First, thanks, Dawn , for those way too kind words about the detainees’ panel at the ACS Convention . I personally thought the highlight was Alberto Mora’s policy case about the huge counterterrorism security problems our recent approach to detention has created. His security-problem “anecdotes” were pretty devastating: Our allies refusing to engage in joint training with us in the Pacific for fear of getting stuck with U.S. detention practices, our allies letting detainees go rather than transferring them to U.S. custody for fear they’d be tortured, the officer in Iraq who told him his No. 1 and 2 concerns about troop safety in Iraq were Abu Ghraib and Guantanamo Bay. Hell of a list. Hope he writes a book.
Second, back to Boumediene , Dahlia correctly points out that Scalia has now written into Supreme Court jurisprudence the canards regularly trotted out about classified information leaked during terrorist trials that have compromised intelligence sources and methods. Relying on a minority report by Republican Sens. Kyl, Sessions, Graham, Cornyn, and Coburn and on a single Washington Post article, Scalia says: (1) in one terrorism prosecution in federal court, trial testimony revealed that the U.S. had been monitoring an al-Qaida satellite phone, leading bin Laden promptly to stop using it and cutting off that source of intelligence; and (2) the 1995 prosecution of Omar Abdel Rahman in federal court led to Osama bin Laden learning the names of the 200 unindicted co-conspirators in the case.
As Human Rights First exposes in its must-read report on the success of terrorism prosecutions in federal court, Claim 1 is demonstrably false, and Claim 2 is at best misleading. (1) The phone records at issue were not introduced into trial evidence until March 20, 2001, almost two and a half years after the satellite phone went dead (nor did defense counsel have access to the records until well after the phone was out of use). (2) Looks like the government didn’t even try to keep the names of the unindicted co-conspirators classified. The prosecution certainly could have invoked CIPA or any of the other mechanisms that exist for the protecting classified information at trial. Evidently, they just didn’t. As with all such discussions of how well-suited the federal courts are to prosecuting terrorism cases, important to note these are just anecdotes. Can’t conclude much one way or another. But it would be nice if folks stopped citing these particular examples in arguments that the federal courts can’t possibly deal with terrorism cases.

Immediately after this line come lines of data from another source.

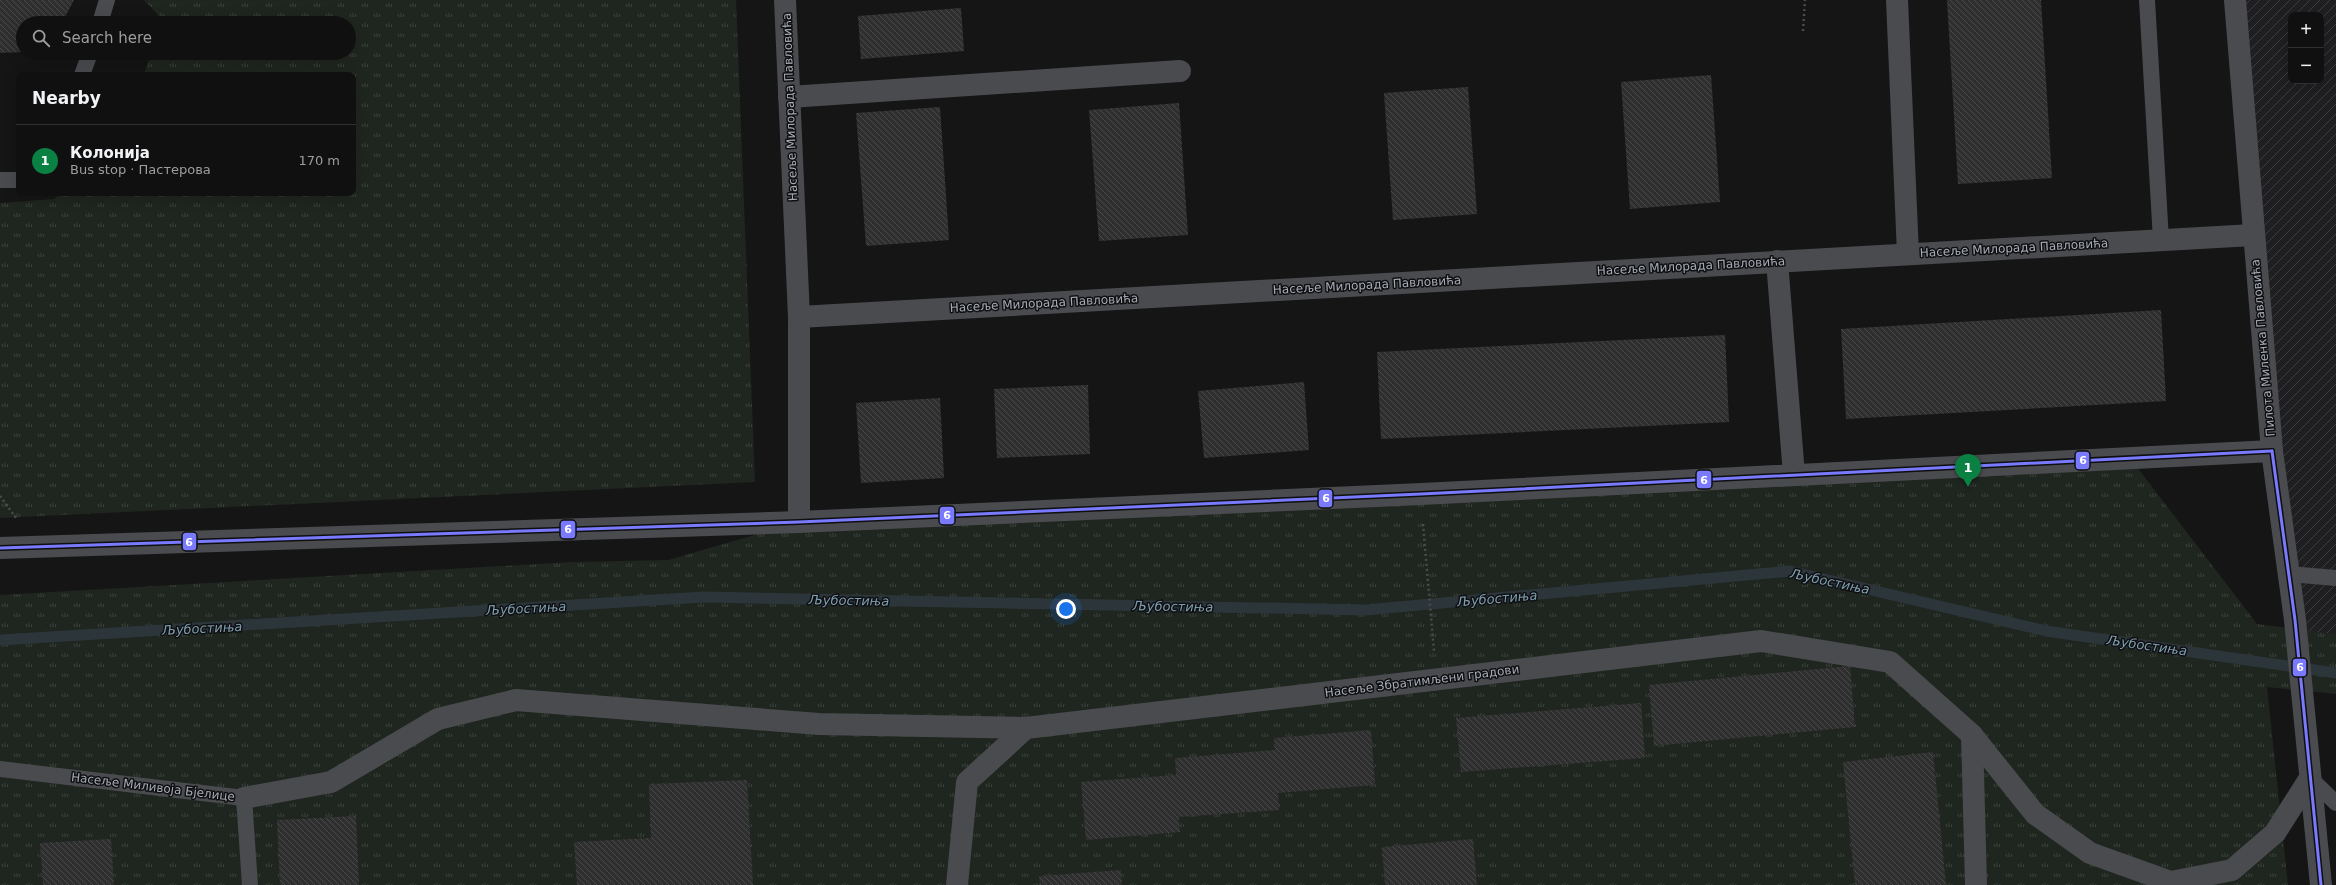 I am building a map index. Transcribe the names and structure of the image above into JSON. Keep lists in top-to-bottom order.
{
  "streets": {
    "street": ["Насеље Милорада Павловића", "Пилота Миленка Павловића", "Насеље Збратимљени градови"],
    "lane": ["Насеље Миливоја Бјелице"]
  },
  "crossings": [
    ["Насеље Милорада Павловића", "Пилота Миленка Павловића"],
    ["Насеље Збратимљени градови", "Насеље Миливоја Бјелице"]
  ],
  "water": ["Љубостиња"],
  "lines": ["transit line 6"],
  "page": {
    "map_buttons": ["+", "−"],
    "search": "Search here",
    "heading": "Nearby",
    "list": [
      {
        "mark": "1",
        "name": "Колонија",
        "note": "Bus stop · Пастерова",
        "value": "170 m"
      }
    ],
    "pins": "1"
  }
} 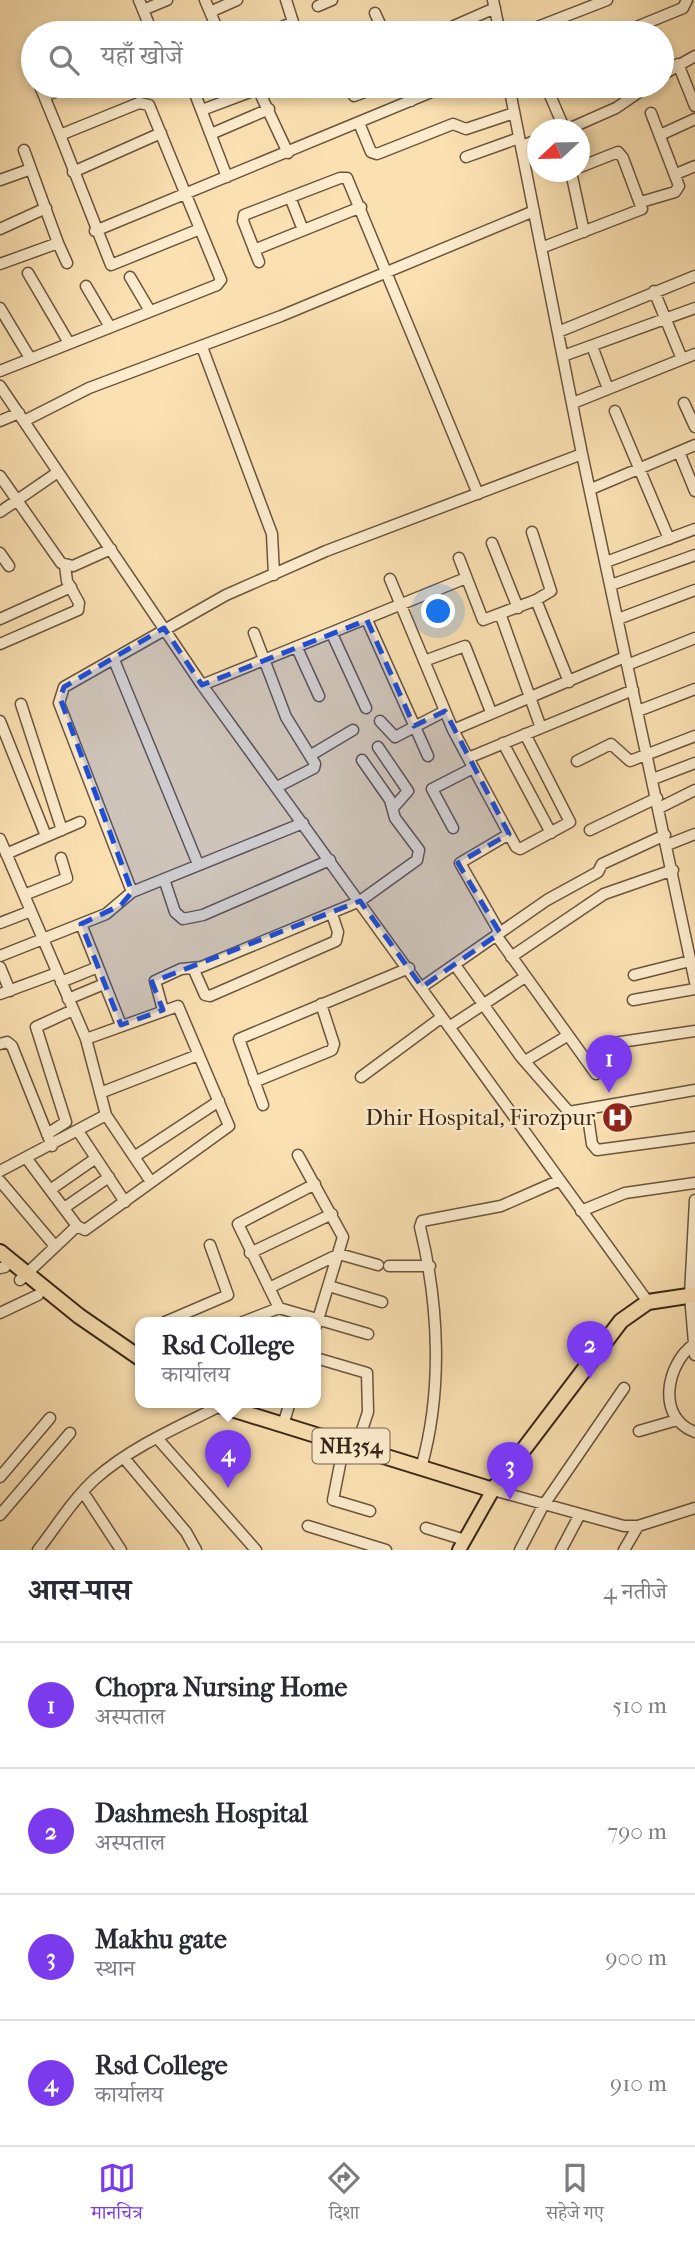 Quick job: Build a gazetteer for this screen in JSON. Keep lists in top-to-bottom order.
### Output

Which brings me to Ben , Marty , preventive detention, and Capitol Hill. I was heartened to hear Ben say yesterday and in “Convictions” that he thinks legislation this summer in the area would be a disaster - couldn’t agree more. I was also somewhat heartened by what I could pick up of convention buzz on the subject, which amounted to this: everyone is afraid that someone will put forward legislation, but no one thinks it’s a good idea, and no one thinks the administration has enough allies left on the Hill to do get anything done. My optimism there was tempered somewhat by this morning’s NYT piece saying conservatives now see Boumediene as a rallying cry. So stay tuned.
In addition to Marty’s fine points, I’ve got another beef with Ben, as we discussed yesterday. His well-intentioned proposal and others like it let the disaster that is Guantanamo Bay set the standard for U.S. detention policy going forward — they let the proverbial hard case make bad law. There are two separate policy problems the next administration has to face: (1) How are we going to get the truck out of the ditch at Gitmo, and (2) what kind of detention power/policy should we pursue in the interest of counterterrorism. The policy options on (1) are limited by our own past bad acts — denying basic Geneva protections in the first instance, torturing some of the detainees, etc. The policy options on (2) are better and may actually just give us what we need under existing law. In all events, until we’ve got a sensible (or any) counterterrorism strategy (rather than letting our tactics lead us around by the nose, as Mora eloquently showed), we’re in no position to go designing yet another new detention scheme.